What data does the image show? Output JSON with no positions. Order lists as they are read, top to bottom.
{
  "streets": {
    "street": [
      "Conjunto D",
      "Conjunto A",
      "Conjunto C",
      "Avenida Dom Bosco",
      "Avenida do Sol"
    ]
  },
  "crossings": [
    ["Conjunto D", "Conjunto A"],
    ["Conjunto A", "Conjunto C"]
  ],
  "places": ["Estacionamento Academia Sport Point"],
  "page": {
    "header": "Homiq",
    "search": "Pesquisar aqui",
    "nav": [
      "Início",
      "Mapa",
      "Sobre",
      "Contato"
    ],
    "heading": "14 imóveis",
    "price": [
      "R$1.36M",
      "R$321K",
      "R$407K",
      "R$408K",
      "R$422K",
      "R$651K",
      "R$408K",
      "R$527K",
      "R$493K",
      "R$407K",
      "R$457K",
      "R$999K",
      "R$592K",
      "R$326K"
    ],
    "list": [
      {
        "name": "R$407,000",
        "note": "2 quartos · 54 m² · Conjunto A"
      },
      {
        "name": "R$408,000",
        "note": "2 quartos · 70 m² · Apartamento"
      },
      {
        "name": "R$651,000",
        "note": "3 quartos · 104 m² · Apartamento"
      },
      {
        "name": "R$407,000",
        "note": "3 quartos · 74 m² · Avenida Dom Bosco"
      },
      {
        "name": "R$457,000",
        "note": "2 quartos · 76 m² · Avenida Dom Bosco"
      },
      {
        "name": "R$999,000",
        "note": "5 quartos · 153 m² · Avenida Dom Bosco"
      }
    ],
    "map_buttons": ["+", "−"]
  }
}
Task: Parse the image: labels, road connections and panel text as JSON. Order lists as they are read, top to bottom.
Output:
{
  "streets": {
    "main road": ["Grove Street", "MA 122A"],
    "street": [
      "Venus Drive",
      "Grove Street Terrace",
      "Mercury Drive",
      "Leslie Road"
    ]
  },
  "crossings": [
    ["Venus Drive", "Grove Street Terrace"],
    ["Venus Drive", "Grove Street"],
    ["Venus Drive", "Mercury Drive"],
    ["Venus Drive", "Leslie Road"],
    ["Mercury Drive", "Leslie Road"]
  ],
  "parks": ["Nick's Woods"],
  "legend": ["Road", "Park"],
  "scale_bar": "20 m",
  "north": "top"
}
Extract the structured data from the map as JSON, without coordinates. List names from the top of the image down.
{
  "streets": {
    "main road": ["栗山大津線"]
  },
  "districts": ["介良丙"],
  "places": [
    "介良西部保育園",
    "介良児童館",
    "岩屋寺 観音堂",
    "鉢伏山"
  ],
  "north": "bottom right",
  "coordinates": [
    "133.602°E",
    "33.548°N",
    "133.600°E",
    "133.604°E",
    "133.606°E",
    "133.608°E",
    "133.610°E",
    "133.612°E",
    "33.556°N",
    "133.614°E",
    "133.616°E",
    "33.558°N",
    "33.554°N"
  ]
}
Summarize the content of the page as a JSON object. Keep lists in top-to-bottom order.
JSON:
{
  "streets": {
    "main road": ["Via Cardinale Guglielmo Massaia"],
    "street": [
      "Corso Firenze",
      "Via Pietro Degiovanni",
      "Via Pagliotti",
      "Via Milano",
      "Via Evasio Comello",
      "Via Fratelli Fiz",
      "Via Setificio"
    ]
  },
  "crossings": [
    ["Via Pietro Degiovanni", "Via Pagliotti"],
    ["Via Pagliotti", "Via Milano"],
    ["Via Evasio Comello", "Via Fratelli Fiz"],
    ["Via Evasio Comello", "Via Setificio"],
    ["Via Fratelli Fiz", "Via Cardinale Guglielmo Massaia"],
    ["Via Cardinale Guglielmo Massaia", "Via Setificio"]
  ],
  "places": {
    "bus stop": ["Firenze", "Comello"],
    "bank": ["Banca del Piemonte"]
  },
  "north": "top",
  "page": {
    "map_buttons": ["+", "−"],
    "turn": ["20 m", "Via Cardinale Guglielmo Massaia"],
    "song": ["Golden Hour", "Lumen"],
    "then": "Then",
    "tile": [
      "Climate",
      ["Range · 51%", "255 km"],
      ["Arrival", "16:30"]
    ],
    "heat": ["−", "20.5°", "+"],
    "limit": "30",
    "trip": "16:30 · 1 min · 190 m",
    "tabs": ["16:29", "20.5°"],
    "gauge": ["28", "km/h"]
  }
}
::::::::
WORK ITEM:
Make a verbatim copy of each record.

RESPONSE:
What data does the image show? Output JSON with no positions. Order lists as they are read, top to bottom.
{
  "streets": {
    "street": [
      "Conjunto D",
      "Conjunto A",
      "Conjunto C",
      "Avenida Dom Bosco",
      "Avenida do Sol"
    ]
  },
  "crossings": [
    ["Conjunto D", "Conjunto A"],
    ["Conjunto A", "Conjunto C"]
  ],
  "places": ["Estacionamento Academia Sport Point"],
  "page": {
    "header": "Homiq",
    "search": "Pesquisar aqui",
    "nav": [
      "Início",
      "Mapa",
      "Sobre",
      "Contato"
    ],
    "heading": "14 imóveis",
    "price": [
      "R$1.36M",
      "R$321K",
      "R$407K",
      "R$408K",
      "R$422K",
      "R$651K",
      "R$408K",
      "R$527K",
      "R$493K",
      "R$407K",
      "R$457K",
      "R$999K",
      "R$592K",
      "R$326K"
    ],
    "list": [
      {
        "name": "R$407,000",
        "note": "2 quartos · 54 m² · Conjunto A"
      },
      {
        "name": "R$408,000",
        "note": "2 quartos · 70 m² · Apartamento"
      },
      {
        "name": "R$651,000",
        "note": "3 quartos · 104 m² · Apartamento"
      },
      {
        "name": "R$407,000",
        "note": "3 quartos · 74 m² · Avenida Dom Bosco"
      },
      {
        "name": "R$457,000",
        "note": "2 quartos · 76 m² · Avenida Dom Bosco"
      },
      {
        "name": "R$999,000",
        "note": "5 quartos · 153 m² · Avenida Dom Bosco"
      }
    ],
    "map_buttons": ["+", "−"]
  }
}
Task: Parse the image: labels, road connections and panel text as JSON. Order lists as they are read, top to bottom.
Output:
{
  "streets": {
    "main road": ["Grove Street", "MA 122A"],
    "street": [
      "Venus Drive",
      "Grove Street Terrace",
      "Mercury Drive",
      "Leslie Road"
    ]
  },
  "crossings": [
    ["Venus Drive", "Grove Street Terrace"],
    ["Venus Drive", "Grove Street"],
    ["Venus Drive", "Mercury Drive"],
    ["Venus Drive", "Leslie Road"],
    ["Mercury Drive", "Leslie Road"]
  ],
  "parks": ["Nick's Woods"],
  "legend": ["Road", "Park"],
  "scale_bar": "20 m",
  "north": "top"
}
Extract the structured data from the map as JSON, without coordinates. List names from the top of the image down.
{
  "streets": {
    "main road": ["栗山大津線"]
  },
  "districts": ["介良丙"],
  "places": [
    "介良西部保育園",
    "介良児童館",
    "岩屋寺 観音堂",
    "鉢伏山"
  ],
  "north": "bottom right",
  "coordinates": [
    "133.602°E",
    "33.548°N",
    "133.600°E",
    "133.604°E",
    "133.606°E",
    "133.608°E",
    "133.610°E",
    "133.612°E",
    "33.556°N",
    "133.614°E",
    "133.616°E",
    "33.558°N",
    "33.554°N"
  ]
}
Summarize the content of the page as a JSON object. Keep lists in top-to-bottom order.
JSON:
{
  "streets": {
    "main road": ["Via Cardinale Guglielmo Massaia"],
    "street": [
      "Corso Firenze",
      "Via Pietro Degiovanni",
      "Via Pagliotti",
      "Via Milano",
      "Via Evasio Comello",
      "Via Fratelli Fiz",
      "Via Setificio"
    ]
  },
  "crossings": [
    ["Via Pietro Degiovanni", "Via Pagliotti"],
    ["Via Pagliotti", "Via Milano"],
    ["Via Evasio Comello", "Via Fratelli Fiz"],
    ["Via Evasio Comello", "Via Setificio"],
    ["Via Fratelli Fiz", "Via Cardinale Guglielmo Massaia"],
    ["Via Cardinale Guglielmo Massaia", "Via Setificio"]
  ],
  "places": {
    "bus stop": ["Firenze", "Comello"],
    "bank": ["Banca del Piemonte"]
  },
  "north": "top",
  "page": {
    "map_buttons": ["+", "−"],
    "turn": ["20 m", "Via Cardinale Guglielmo Massaia"],
    "song": ["Golden Hour", "Lumen"],
    "then": "Then",
    "tile": [
      "Climate",
      ["Range · 51%", "255 km"],
      ["Arrival", "16:30"]
    ],
    "heat": ["−", "20.5°", "+"],
    "limit": "30",
    "trip": "16:30 · 1 min · 190 m",
    "tabs": ["16:29", "20.5°"],
    "gauge": ["28", "km/h"]
  }
}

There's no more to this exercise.